DATA FOR REVIEW START

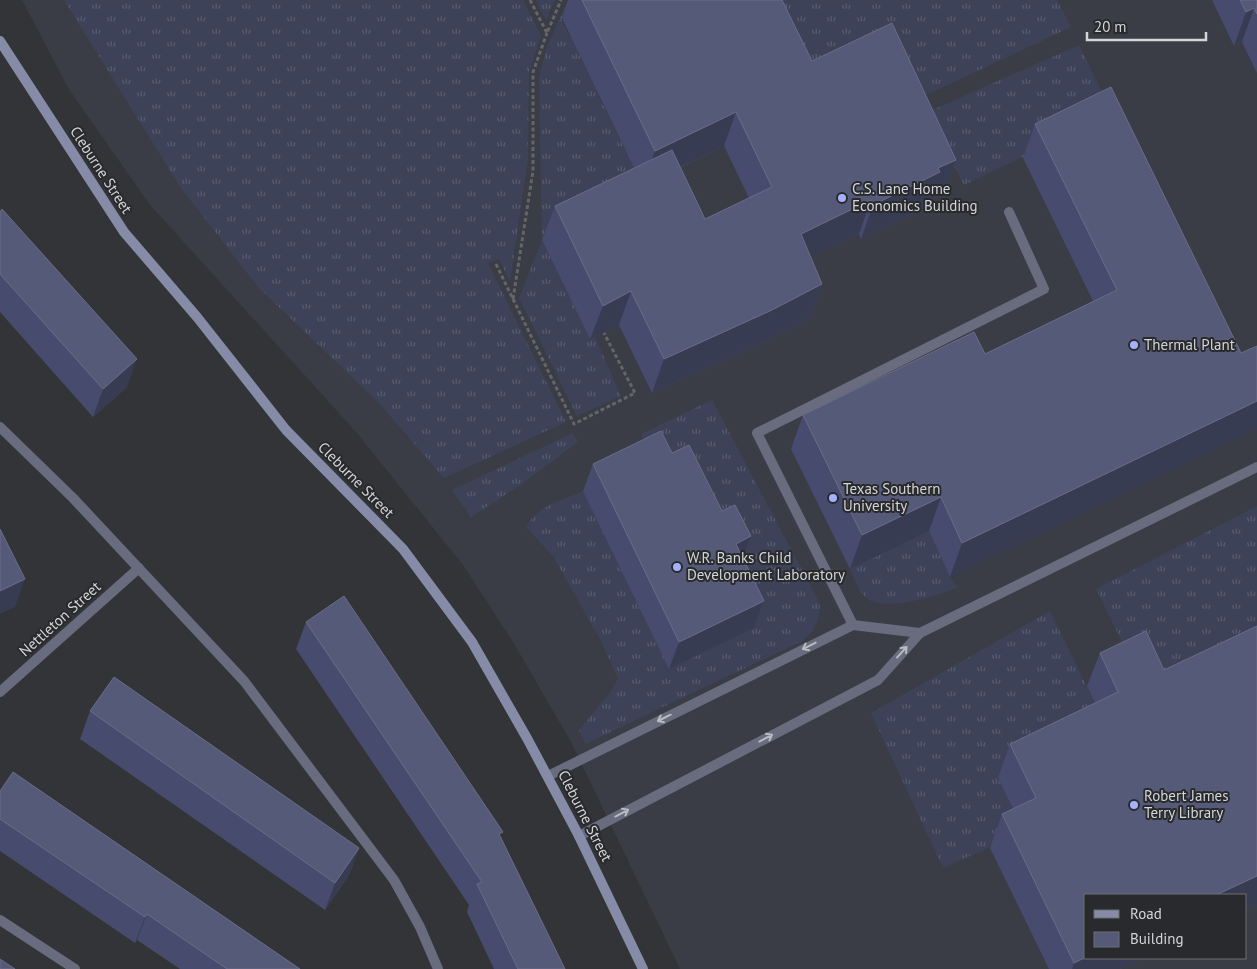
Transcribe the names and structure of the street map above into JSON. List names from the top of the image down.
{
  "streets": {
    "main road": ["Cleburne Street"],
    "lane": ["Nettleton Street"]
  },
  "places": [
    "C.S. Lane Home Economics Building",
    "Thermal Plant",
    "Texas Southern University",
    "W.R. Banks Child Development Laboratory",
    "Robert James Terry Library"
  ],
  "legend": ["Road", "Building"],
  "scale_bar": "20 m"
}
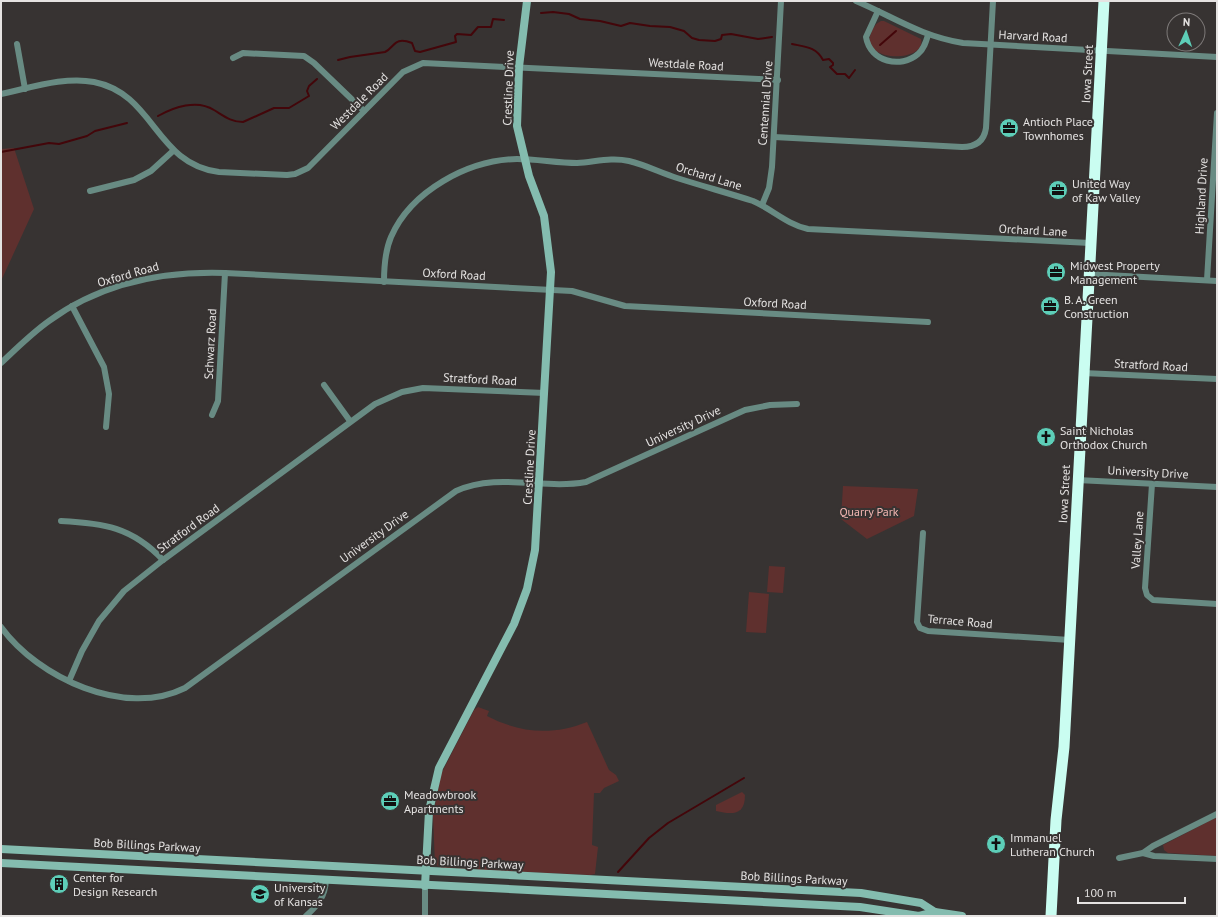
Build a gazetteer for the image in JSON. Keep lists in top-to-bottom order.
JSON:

DATA FOR REVIEW END
DATA FOR REVIEW START

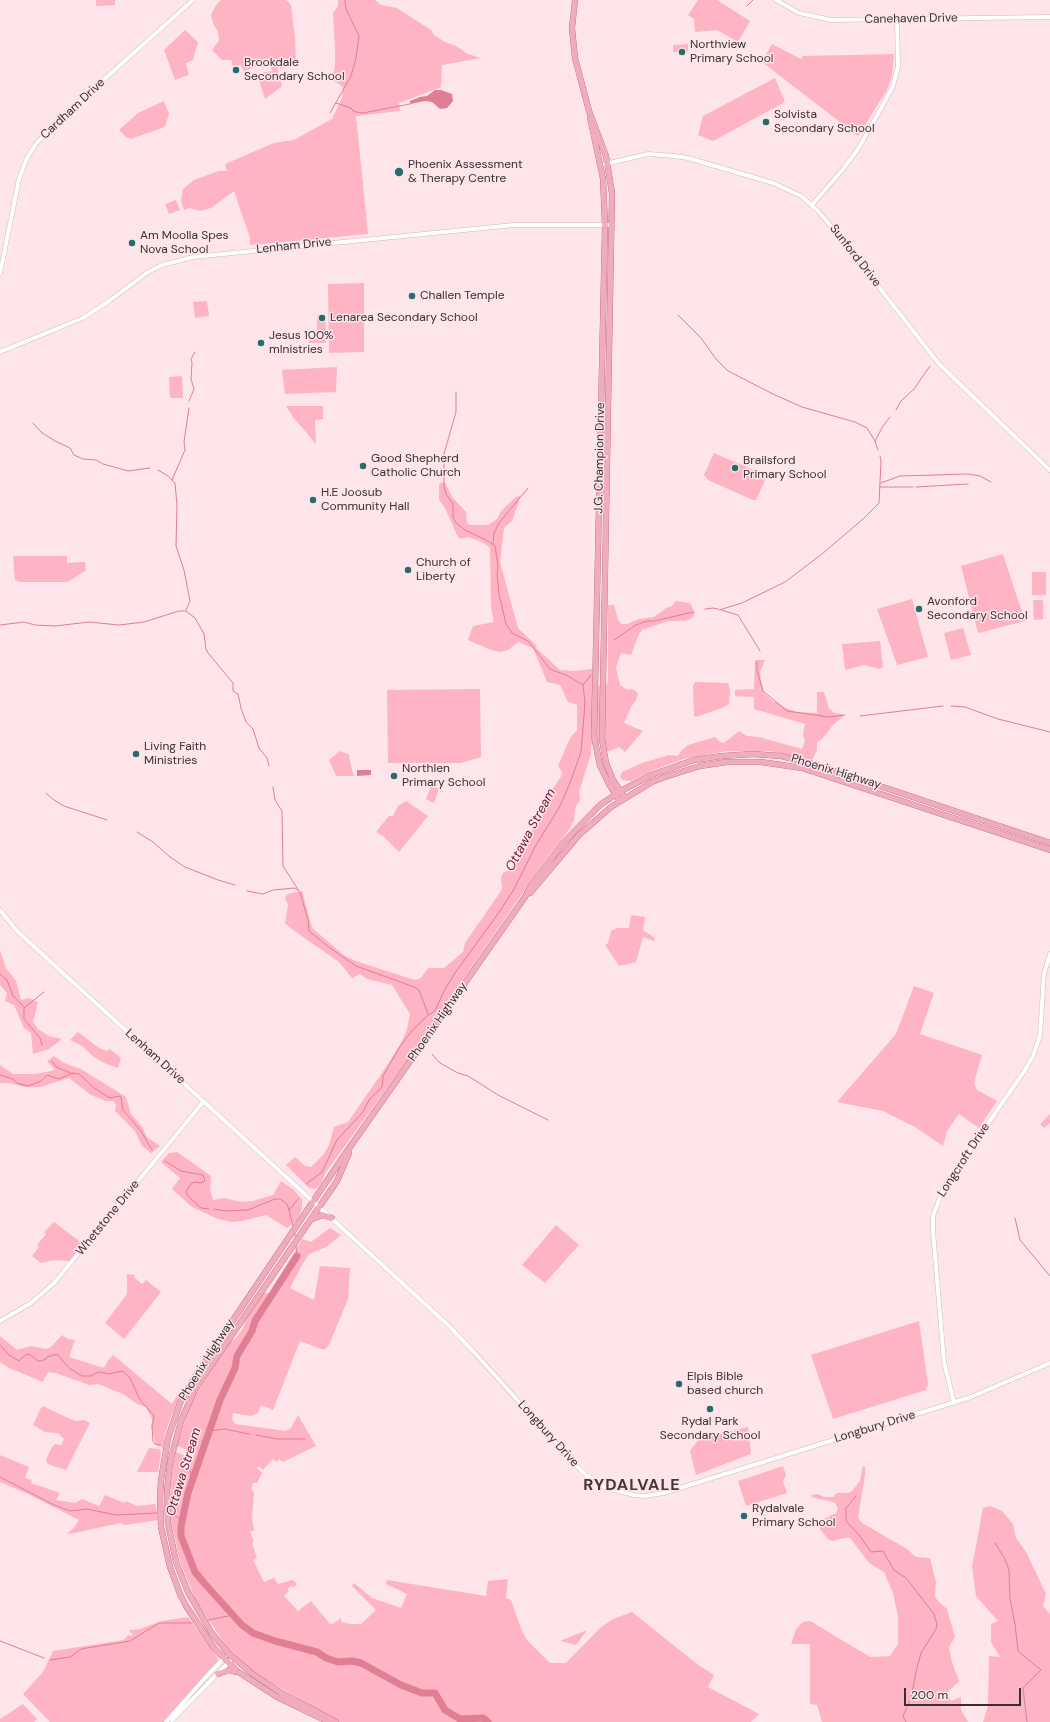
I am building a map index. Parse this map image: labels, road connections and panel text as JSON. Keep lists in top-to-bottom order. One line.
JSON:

DATA FOR REVIEW END

REQUIRED WORK: Going through the material, find each line with the string "order". Then state only how many there are.

TASK ANSWER: 2